Salah satu kamung yang ajeg melaksanakan ‘Festival Budaya Kampung’ di DAS Metro adalah Kampung Cempluk di Dusun Sumberrejo Desa Kalisongo Kec. Dau Kab. Malang, yang pada tahun ini (2016) memasuki agenda tahun ke-7. Festival Kampung Cempluk cukup alasan untuk dijadikan sebagai percontohan festival kampung bagi desa/kampung lain, utamanya desa-desa atau kampung-kampung yang berada di entitas ekologis yang sama, yaitu sama-sama terletak di DAS Metro. Untuk saling menguatkan, alangkah eloknya apabila desa-desa itu berjejaring satu sama lain ke dalam apa yang diistilahi dengan ‘Metropradesa’, yaitu jaringan desa-desa yang berada di DAS Metro beserta anak-anak sungainya.
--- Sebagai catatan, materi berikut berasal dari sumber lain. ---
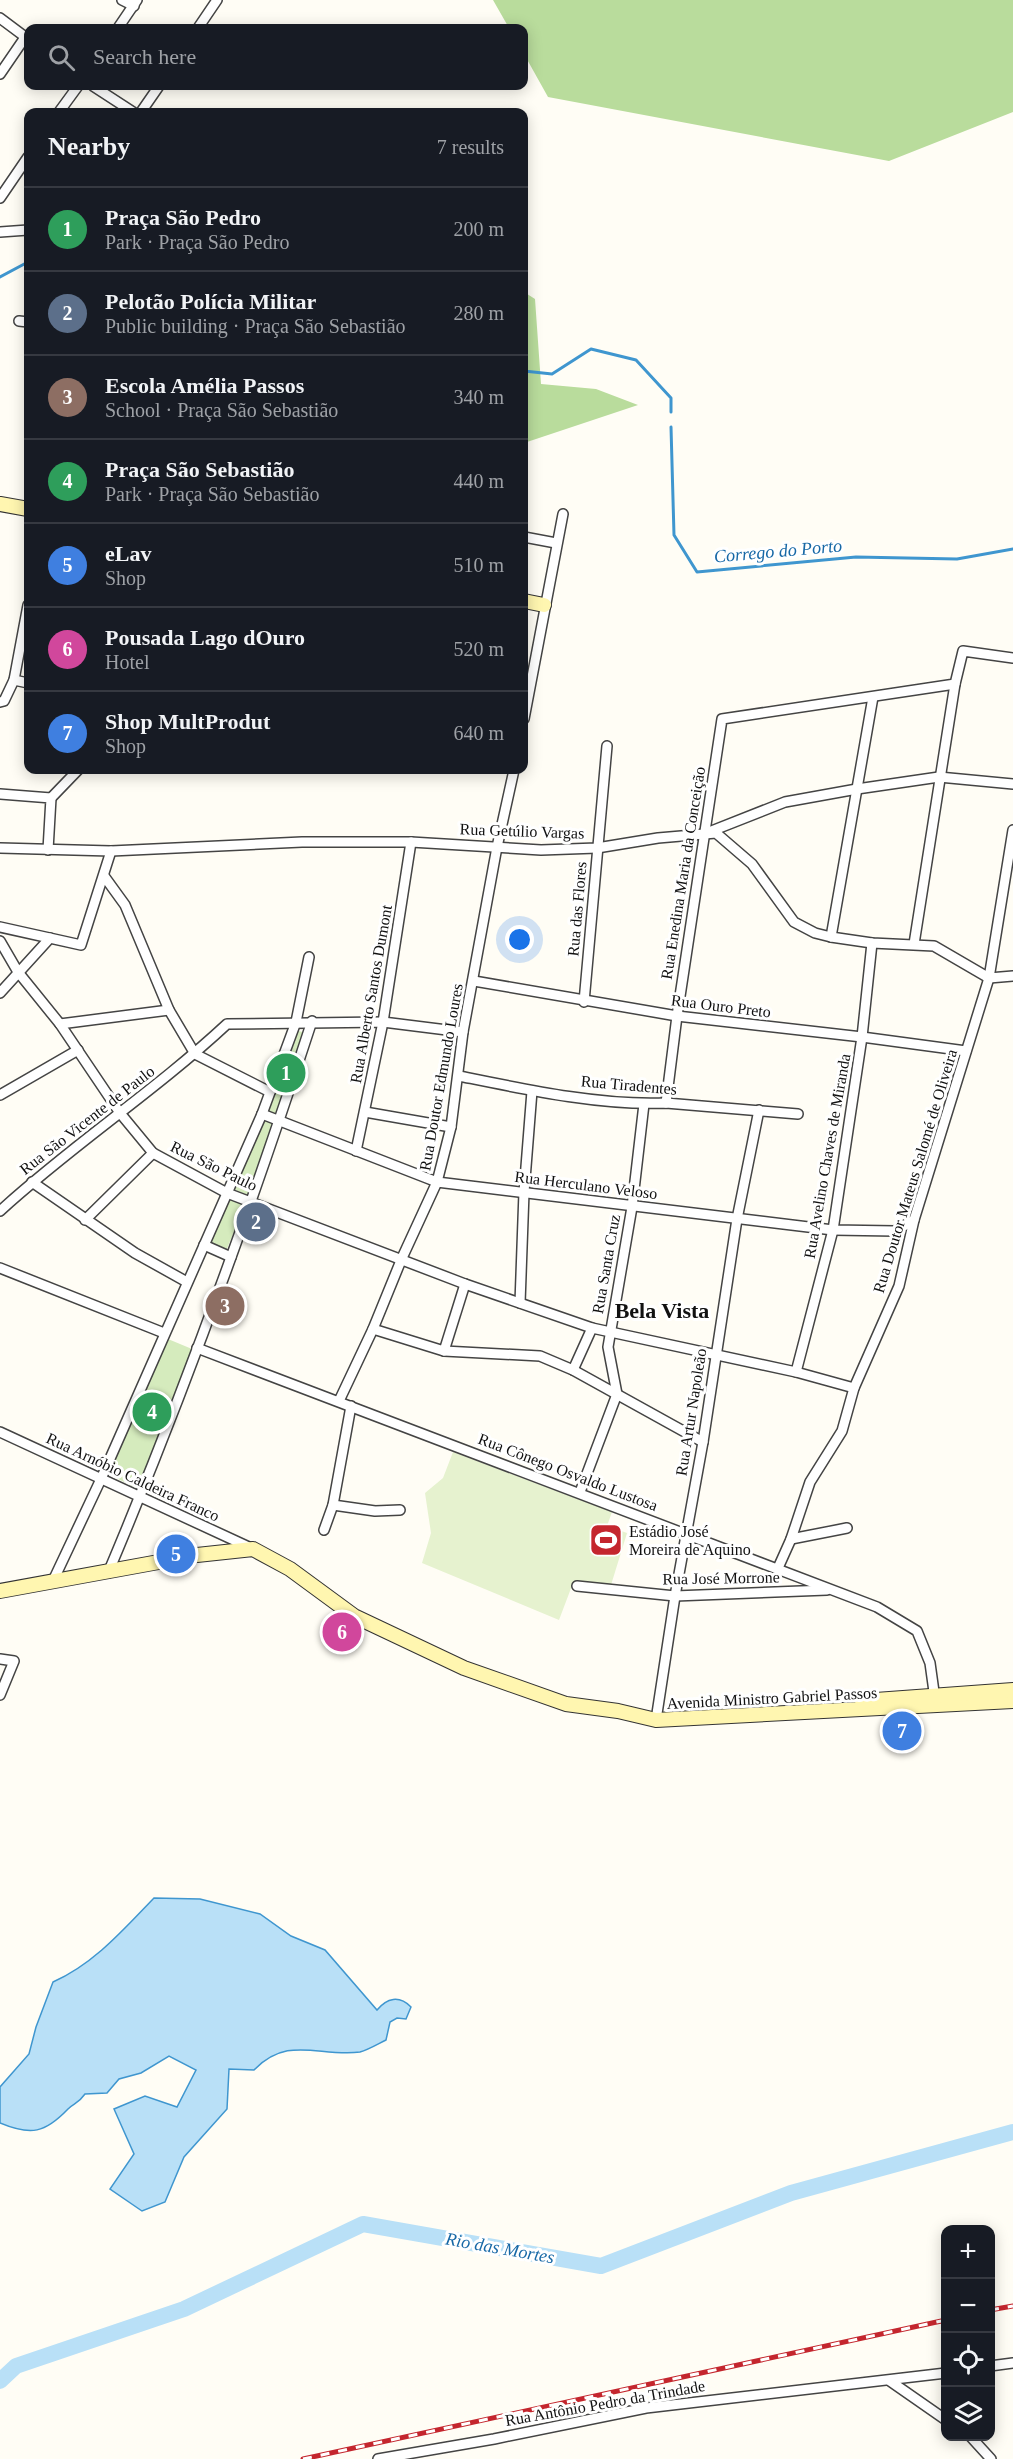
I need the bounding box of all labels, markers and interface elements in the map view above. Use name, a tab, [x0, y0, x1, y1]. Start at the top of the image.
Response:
search box	[24, 24, 528, 90]
icon: search	[45, 41, 78, 74]
text: Search here	[93, 44, 196, 69]
text: Nearby	[48, 132, 130, 161]
text: 7 results	[437, 136, 504, 158]
text: Praça São Pedro	[105, 205, 261, 230]
text: 1	[63, 218, 73, 240]
text: 200 m	[453, 218, 504, 240]
text: Park · Praça São Pedro	[105, 231, 289, 253]
text: Pelotão Polícia Militar	[105, 289, 316, 314]
text: 2	[63, 302, 73, 324]
text: 280 m	[453, 302, 504, 324]
text: Public building · Praça São Sebastião	[105, 315, 406, 337]
text: Escola Amélia Passos	[105, 373, 304, 398]
text: 3	[63, 386, 73, 408]
text: 340 m	[453, 386, 504, 408]
text: School · Praça São Sebastião	[105, 399, 338, 421]
text: Praça São Sebastião	[105, 457, 294, 482]
text: 4	[63, 470, 73, 492]
text: 440 m	[453, 470, 504, 492]
text: Park · Praça São Sebastião	[105, 483, 319, 505]
water label: Corrego do Porto	[713, 535, 843, 567]
text: eLav	[105, 541, 151, 566]
text: 5	[63, 554, 73, 576]
text: 510 m	[453, 554, 504, 576]
text: Shop	[105, 567, 146, 589]
text: Pousada Lago dOuro	[105, 625, 305, 650]
text: 6	[63, 638, 73, 660]
text: 520 m	[453, 638, 504, 660]
text: Hotel	[105, 651, 149, 673]
text: Shop MultProdut	[105, 709, 270, 734]
text: 7	[63, 722, 73, 744]
text: 640 m	[453, 722, 504, 744]
text: Shop	[105, 735, 146, 757]
street label: Rua Enedina Maria da Conceição	[658, 765, 709, 981]
street label: Rua Getúlio Vargas	[459, 820, 585, 843]
street label: Rua das Flores	[564, 861, 590, 957]
street label: Rua Alberto Santos Dumont	[347, 903, 395, 1085]
your location	[505, 925, 534, 954]
street label: Rua Doutor Edmundo Loures	[416, 982, 466, 1172]
street label: Rua Ouro Preto	[670, 991, 772, 1021]
street label: Rua Doutor Mateus Salomé de Oliveira	[870, 1047, 960, 1295]
pin: 1	[266, 1050, 306, 1096]
street label: Rua Avelino Chaves de Miranda	[801, 1052, 853, 1260]
street label: Rua São Vicente de Paulo	[16, 1062, 158, 1178]
street label: Rua Tiradentes	[580, 1072, 678, 1098]
street label: Rua São Paulo	[168, 1138, 260, 1194]
street label: Rua Herculano Veloso	[514, 1168, 658, 1202]
pin: 2	[236, 1200, 276, 1244]
street label: Rua Santa Cruz	[589, 1213, 623, 1315]
pin: 3	[206, 1284, 244, 1328]
district label: Bela Vista	[615, 1298, 709, 1323]
street label: Rua Artur Napoleão	[673, 1347, 710, 1477]
pin: 4	[132, 1390, 172, 1434]
street label: Rua Arnóbio Caldeira Franco	[44, 1429, 222, 1525]
street label: Rua Cônego Osvaldo Lustosa	[476, 1430, 660, 1515]
sports icon: Estádio José Moreira de Aquino	[588, 1522, 624, 1558]
place label: Estádio José Moreira de Aquino	[629, 1523, 751, 1559]
pin: 5	[156, 1532, 195, 1576]
street label: Rua José Morrone	[662, 1568, 780, 1588]
pin: 6	[322, 1610, 362, 1654]
street label: Avenida Ministro Gabriel Passos	[666, 1684, 878, 1712]
pin: 7	[882, 1708, 922, 1754]
map controls	[941, 2225, 995, 2441]
button: +	[941, 2225, 995, 2279]
water label: Rio das Mortes	[443, 2228, 556, 2267]
button: −	[941, 2279, 995, 2333]
button: locate	[941, 2333, 995, 2387]
street label: Rua Antônio Pedro da Trindade	[504, 2377, 706, 2429]
button: layers	[941, 2387, 995, 2441]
Kedepan, pada tempat lain dapat pula dikondisikan hadirnya jaringan desa-desa pada sepanjang aliran sungai yang dalam lintas masa menjadi lembah peradaban, seperti di DAS Brantas, DAS Solo, DAS Amprong, DAS Ngrowo, DAS Sampean, DAS Pekalen, dsb. Pada desa-desa itu tergambar adanya masyarakat keairan (hidrolic society), yang arif dalam beradabtasi terhadap lingkungan aquatik padamana mereka hidup dari waktu ke waktu.

Demikianlah telaah singkat sebagai "narasi penghantar saresehan" mengenai ‘Metropradesa".
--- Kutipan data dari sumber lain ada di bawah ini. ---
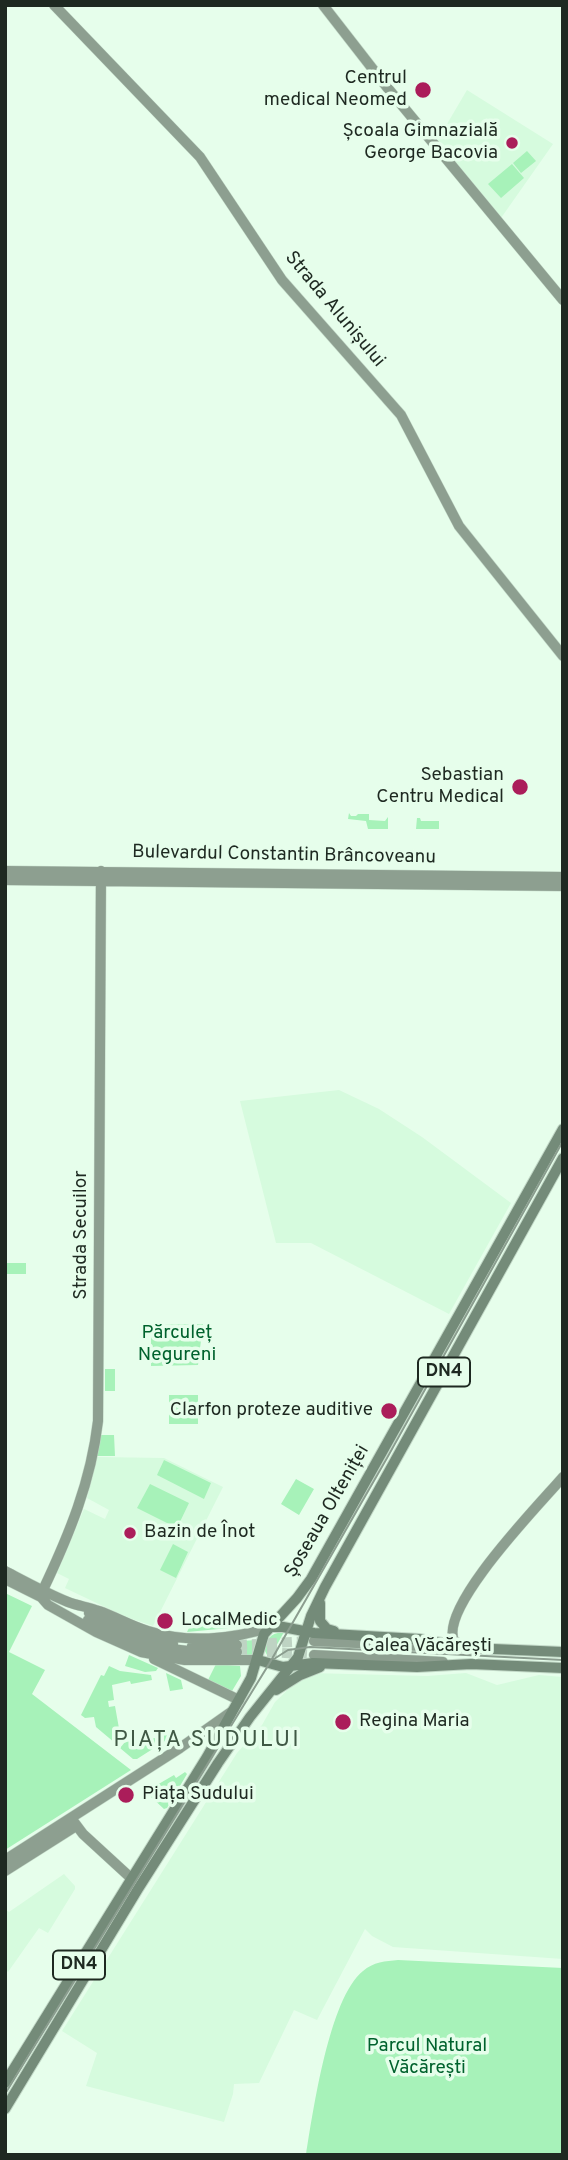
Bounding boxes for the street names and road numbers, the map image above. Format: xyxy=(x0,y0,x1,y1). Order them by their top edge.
street label: Strada Alunișului xyxy=(279,247,389,373)
street label: Bulevardul Constantin Brâncoveanu xyxy=(132,842,436,870)
street label: Strada Secuilor xyxy=(71,1170,93,1300)
road number: DN4 xyxy=(418,1358,470,1386)
street label: Șoseaua Olteniței xyxy=(281,1442,375,1582)
street label: Calea Văcărești xyxy=(362,1636,492,1658)
road number: DN4 xyxy=(53,1951,105,1980)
Semoga membuahkan makna dan bisa menjadi picu bagi revitalisi budaya kampung serta pembentukan jejaring desa-desa/kampung-kampung yang berada di lembah aliran sungai-sungai, yang konon menjadi ‘benang air’ perajut anasir peradaban Nusantara.
Salam budaya, ‘Nusantarajayati’. Nuwun.
Sengkaling, 18 September 2016. (fb Dwi Cahyono).